- Saved entries
•••••

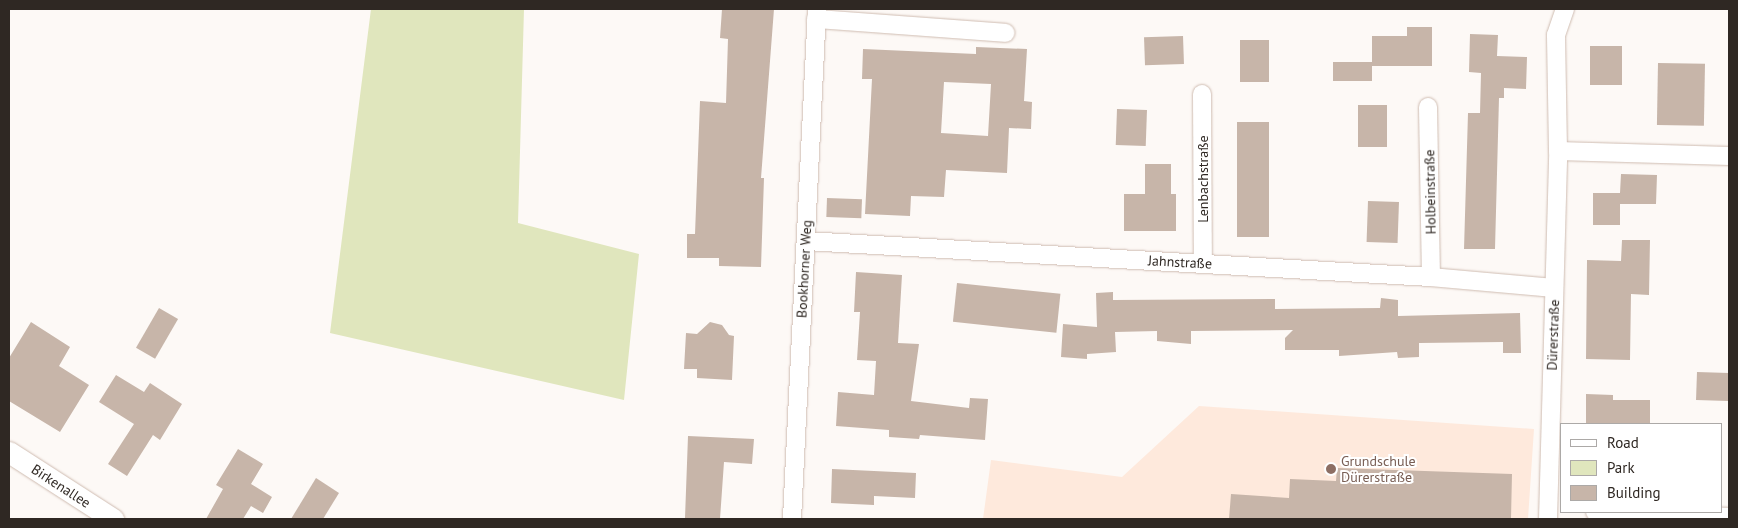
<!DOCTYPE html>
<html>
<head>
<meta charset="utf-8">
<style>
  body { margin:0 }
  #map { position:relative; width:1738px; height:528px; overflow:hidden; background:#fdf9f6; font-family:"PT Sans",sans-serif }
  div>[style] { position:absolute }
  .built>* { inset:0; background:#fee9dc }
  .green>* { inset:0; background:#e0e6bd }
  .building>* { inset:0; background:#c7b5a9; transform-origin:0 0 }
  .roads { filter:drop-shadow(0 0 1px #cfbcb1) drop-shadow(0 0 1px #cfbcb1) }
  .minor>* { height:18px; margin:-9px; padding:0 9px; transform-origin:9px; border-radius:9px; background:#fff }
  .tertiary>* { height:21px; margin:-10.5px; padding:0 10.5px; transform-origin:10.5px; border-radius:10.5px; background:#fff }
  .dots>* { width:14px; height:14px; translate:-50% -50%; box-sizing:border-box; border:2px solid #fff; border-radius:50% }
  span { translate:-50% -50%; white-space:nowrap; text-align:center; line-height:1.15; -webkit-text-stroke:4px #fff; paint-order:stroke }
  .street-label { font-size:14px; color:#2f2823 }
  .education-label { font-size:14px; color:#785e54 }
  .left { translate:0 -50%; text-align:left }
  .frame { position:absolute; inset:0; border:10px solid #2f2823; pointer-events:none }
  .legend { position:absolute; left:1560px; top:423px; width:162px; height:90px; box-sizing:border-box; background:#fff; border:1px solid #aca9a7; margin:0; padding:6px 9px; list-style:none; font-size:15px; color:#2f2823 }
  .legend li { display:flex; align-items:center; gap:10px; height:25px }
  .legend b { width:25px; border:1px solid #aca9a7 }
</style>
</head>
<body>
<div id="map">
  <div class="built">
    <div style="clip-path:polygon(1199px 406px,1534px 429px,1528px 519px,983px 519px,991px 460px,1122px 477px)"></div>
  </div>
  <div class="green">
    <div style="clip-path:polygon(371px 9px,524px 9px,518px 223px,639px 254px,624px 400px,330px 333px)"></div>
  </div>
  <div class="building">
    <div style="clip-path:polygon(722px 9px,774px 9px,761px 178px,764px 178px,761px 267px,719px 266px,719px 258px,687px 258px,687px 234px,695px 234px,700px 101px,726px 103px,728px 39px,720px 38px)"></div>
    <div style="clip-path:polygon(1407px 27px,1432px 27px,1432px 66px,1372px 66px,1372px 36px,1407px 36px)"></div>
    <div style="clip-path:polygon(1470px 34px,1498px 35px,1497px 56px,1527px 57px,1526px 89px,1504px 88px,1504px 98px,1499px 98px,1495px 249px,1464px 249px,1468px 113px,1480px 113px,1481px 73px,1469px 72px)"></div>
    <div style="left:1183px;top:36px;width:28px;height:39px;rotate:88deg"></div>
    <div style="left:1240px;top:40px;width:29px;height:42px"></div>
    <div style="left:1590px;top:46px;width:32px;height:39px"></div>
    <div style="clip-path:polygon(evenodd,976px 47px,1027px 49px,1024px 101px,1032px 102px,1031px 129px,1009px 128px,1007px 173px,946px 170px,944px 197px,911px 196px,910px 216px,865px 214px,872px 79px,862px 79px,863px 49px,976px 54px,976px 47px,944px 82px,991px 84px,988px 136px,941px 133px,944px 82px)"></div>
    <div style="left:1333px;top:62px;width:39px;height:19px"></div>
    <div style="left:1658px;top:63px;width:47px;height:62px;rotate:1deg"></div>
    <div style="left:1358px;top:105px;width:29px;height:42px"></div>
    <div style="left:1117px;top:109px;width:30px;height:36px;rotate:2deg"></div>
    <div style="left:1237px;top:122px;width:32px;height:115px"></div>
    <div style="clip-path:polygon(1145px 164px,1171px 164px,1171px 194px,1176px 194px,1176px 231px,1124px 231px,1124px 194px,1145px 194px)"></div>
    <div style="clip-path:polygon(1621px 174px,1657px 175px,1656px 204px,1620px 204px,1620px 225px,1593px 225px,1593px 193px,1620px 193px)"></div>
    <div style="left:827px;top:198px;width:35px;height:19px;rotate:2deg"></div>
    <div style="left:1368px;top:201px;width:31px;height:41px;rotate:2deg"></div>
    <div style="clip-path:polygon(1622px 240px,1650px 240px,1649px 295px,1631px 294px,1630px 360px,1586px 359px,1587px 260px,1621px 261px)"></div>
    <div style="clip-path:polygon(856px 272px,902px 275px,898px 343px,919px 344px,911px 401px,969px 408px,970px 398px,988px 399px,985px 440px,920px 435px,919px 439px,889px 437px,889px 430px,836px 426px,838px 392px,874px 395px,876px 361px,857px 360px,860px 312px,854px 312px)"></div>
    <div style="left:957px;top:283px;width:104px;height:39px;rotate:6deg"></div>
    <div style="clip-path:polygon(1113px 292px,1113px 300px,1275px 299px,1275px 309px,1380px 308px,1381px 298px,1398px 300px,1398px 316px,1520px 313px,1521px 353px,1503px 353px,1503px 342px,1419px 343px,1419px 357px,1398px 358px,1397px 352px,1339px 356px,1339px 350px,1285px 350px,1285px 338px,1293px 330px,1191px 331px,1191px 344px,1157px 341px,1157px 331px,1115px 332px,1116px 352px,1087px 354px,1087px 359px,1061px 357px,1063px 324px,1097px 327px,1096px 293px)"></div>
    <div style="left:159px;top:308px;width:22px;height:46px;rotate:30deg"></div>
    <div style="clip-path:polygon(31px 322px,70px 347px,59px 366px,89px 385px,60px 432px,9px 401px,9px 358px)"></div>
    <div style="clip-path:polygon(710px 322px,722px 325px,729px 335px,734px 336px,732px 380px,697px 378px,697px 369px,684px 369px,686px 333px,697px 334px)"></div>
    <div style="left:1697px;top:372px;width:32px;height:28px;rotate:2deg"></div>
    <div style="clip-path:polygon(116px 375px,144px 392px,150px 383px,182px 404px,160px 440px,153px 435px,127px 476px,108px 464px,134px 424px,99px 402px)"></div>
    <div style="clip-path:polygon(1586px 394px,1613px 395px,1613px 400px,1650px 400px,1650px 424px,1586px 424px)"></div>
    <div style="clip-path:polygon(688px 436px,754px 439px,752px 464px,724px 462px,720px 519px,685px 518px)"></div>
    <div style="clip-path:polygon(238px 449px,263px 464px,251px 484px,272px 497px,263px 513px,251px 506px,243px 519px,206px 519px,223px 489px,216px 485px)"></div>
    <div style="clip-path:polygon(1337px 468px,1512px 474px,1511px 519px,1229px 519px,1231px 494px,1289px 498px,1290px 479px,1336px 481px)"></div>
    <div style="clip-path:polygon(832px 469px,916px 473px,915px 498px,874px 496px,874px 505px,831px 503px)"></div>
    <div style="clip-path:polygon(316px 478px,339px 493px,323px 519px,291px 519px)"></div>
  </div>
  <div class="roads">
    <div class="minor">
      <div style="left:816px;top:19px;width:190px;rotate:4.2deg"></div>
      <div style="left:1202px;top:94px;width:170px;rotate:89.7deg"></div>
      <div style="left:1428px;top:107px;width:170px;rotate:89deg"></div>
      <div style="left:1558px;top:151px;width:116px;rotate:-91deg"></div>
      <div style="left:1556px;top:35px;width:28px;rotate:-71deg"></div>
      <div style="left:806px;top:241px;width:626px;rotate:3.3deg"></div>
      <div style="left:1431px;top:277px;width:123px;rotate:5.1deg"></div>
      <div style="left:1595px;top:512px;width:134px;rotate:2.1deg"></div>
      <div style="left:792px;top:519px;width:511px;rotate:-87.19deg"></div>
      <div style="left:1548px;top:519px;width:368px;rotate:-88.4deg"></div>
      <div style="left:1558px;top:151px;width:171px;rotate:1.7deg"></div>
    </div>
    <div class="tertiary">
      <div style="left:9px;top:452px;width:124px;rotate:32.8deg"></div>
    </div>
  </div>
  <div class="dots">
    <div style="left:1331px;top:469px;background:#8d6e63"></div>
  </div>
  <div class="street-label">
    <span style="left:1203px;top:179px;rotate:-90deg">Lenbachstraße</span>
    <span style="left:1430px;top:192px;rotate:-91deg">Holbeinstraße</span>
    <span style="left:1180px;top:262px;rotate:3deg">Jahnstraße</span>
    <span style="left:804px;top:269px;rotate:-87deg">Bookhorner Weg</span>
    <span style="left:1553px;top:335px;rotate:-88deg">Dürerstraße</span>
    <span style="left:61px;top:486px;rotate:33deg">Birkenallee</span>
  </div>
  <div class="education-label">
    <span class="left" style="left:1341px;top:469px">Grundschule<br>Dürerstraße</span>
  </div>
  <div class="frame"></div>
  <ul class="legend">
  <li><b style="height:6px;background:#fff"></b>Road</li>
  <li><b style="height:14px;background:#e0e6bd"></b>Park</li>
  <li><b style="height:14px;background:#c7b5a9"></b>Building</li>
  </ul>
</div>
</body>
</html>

•••••

- YOUR GOAL
From the opening line of the entries above to the line that holds "width:14px; height:14px; translate:-50%", inclusive, reproduce each line exactly and omit any picture.

- PROBLEM SOLUTION
<!DOCTYPE html>
<html>
<head>
<meta charset="utf-8">
<style>
  body { margin:0 }
  #map { position:relative; width:1738px; height:528px; overflow:hidden; background:#fdf9f6; font-family:"PT Sans",sans-serif }
  div>[style] { position:absolute }
  .built>* { inset:0; background:#fee9dc }
  .green>* { inset:0; background:#e0e6bd }
  .building>* { inset:0; background:#c7b5a9; transform-origin:0 0 }
  .roads { filter:drop-shadow(0 0 1px #cfbcb1) drop-shadow(0 0 1px #cfbcb1) }
  .minor>* { height:18px; margin:-9px; padding:0 9px; transform-origin:9px; border-radius:9px; background:#fff }
  .tertiary>* { height:21px; margin:-10.5px; padding:0 10.5px; transform-origin:10.5px; border-radius:10.5px; background:#fff }
  .dots>* { width:14px; height:14px; translate:-50% -50%; box-sizing:border-box; border:2px solid #fff; border-radius:50% }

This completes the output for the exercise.